Output (reformatted):

# Input:
# [10406.19,10995.72,11162.55,11256.7,11634.98,12174.25,13876.47,18491.18,16908,15266.43]

# Index           partinioned part of the input list                         avg 

{(0,     (10406.19, 10995.72, 11162.55, 11256.7, 11634.98, 12174.25))    : 11271.73,
 (1,     (10995.72, 11162.55, 11256.7, 11634.98, 12174.25, 13876.47))    : 11850.11,
 (2,     (11162.55, 11256.7, 11634.98, 12174.25, 13876.47, 18491.18))    : 13099.36,
 (3,     (11256.7, 11634.98, 12174.25, 13876.47, 18491.18, 16908))       : 14056.93,
 (4,     (11634.98, 12174.25, 13876.47, 18491.18, 16908, 15266.43))      : 14725.22,
 (5,     (12174.25, 13876.47, 18491.18, 16908, 15266.43))                : 15343.27,
 (6,     (13876.47, 18491.18, 16908, 15266.43))                          : 16135.52,
 (7,     (18491.18, 16908, 15266.43))                                    : 16888.54,
 (8,     (16908, 15266.43))                                              : 16087.22,
 (9,     (15266.43,))                                                    : 15266.43}

Answer 2

Option 1: Pandas

import pandas as pd

y = [10406.19,10995.72,11162.55,11256.7,11634.98,12174.25,13876.47,18491.18,16908,15266.43]
series = pd.Series(y)
print(series.rolling(window=6, center=True).mean().dropna().tolist())

Option 2: Numpy

import numpy as np
window=6
s=np.insert(np.cumsum(np.array(y)), 0, [0])
output = (s[window :] - s[:-window]) * (1. / window)
print(list(output))

Output

[11271.731666666667, 11850.111666666666, 13099.355, 14056.930000000002, 14725.218333333332]

Timings (subject to size of data)

# Pandas
59.5 µs ± 8 µs per loop (mean ± std. dev. of 7 runs, 10000 loops each)

# Numpy
19 µs ± 4.38 µs per loop (mean ± std. dev. of 7 runs, 10000 loops each)

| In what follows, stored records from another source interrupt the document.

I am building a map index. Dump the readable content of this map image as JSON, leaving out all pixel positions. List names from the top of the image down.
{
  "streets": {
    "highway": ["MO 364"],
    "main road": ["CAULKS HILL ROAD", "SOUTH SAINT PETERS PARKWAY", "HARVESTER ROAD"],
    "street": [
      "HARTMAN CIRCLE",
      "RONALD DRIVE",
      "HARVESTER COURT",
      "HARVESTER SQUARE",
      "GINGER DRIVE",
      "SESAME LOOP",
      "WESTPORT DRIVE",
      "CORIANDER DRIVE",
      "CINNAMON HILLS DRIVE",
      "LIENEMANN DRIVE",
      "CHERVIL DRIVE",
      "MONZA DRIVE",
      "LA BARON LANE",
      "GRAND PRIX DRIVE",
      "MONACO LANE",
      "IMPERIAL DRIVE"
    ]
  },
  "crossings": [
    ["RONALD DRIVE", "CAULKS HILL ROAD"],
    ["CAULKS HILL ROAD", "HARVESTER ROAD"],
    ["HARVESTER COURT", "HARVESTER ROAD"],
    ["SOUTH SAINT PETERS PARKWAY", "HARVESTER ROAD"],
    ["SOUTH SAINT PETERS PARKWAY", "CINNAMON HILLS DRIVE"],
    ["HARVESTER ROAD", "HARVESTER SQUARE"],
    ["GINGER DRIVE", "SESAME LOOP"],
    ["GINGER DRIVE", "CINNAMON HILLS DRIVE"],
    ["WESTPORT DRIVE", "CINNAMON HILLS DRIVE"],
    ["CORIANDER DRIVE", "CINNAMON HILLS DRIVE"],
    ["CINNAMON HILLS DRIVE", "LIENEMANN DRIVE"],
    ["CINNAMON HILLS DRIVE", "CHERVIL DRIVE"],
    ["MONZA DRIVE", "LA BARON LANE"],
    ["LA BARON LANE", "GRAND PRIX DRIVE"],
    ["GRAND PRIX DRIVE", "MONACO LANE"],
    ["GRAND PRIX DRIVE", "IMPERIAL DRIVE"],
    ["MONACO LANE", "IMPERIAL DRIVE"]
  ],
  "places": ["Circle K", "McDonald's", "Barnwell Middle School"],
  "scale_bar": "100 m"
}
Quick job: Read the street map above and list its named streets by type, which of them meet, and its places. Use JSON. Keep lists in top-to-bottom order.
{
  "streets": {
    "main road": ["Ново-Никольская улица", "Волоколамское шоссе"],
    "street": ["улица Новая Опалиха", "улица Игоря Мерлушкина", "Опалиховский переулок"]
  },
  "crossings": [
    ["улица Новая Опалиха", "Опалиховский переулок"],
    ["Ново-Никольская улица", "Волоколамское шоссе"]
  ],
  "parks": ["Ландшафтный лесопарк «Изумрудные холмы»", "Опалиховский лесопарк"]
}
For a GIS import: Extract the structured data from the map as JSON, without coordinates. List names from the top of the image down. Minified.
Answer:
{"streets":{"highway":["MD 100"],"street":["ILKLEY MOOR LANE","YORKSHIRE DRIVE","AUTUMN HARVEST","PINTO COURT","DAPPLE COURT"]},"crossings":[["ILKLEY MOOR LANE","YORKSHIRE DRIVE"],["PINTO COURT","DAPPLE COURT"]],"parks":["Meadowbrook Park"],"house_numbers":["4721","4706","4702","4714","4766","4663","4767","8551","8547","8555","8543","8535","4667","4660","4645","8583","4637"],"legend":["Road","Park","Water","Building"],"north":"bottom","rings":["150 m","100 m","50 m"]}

# @PatrickArtner's solution
16.1 µs ± 2.98 µs per loop (mean ± std. dev. of 7 runs, 10000 loops each)

Update

Check timings code (works on Jupyter notebook)

%%timeit
import pandas as pd

y = [10406.19,10995.72,11162.55,11256.7,11634.98,12174.25,13876.47,18491.18,16908,15266.43]
series = pd.Series(y)

Answer 3

A little warning wrt to @Vivek Kalyanarangan's "zipper" solution. For longer sequences this is vulnerable to loss of significance. Let's use float32 for clarity:

>>> y = (1000 + np.sin(np.arange(1000000))).astype(np.float32)
>>> window=6
>>> 
# naive zipper solution
>>> s=np.insert(np.cumsum(np.array(y)), 0, [0])
>>> output = (s[window :] - s[:-window]) * (1. / window)
# towards the end the result is clearly wrong
>>> print(output[-10:])
[1024. 1024. 1024. 1024. 1024. 1024. 1024. 1024. 1024. 1024.]
>>> 
# this can be alleviated by first taking the difference and then summing
>>> np.cumsum(np.r_[y[:window].sum(), y[window:]-y[:-window]])/window
array([1000.02936,  999.98285,  999.9521 , ..., 1000.0247 , 1000.05304,
       1000.0367 ], dtype=float32)
>>> 
# compare to last value calculated directly for reference
>>> np.mean(y[-6:])
1000.03217

To further reduce the error one could chunk y and anchor the cumsum every so-and-so many terms without losing much speed.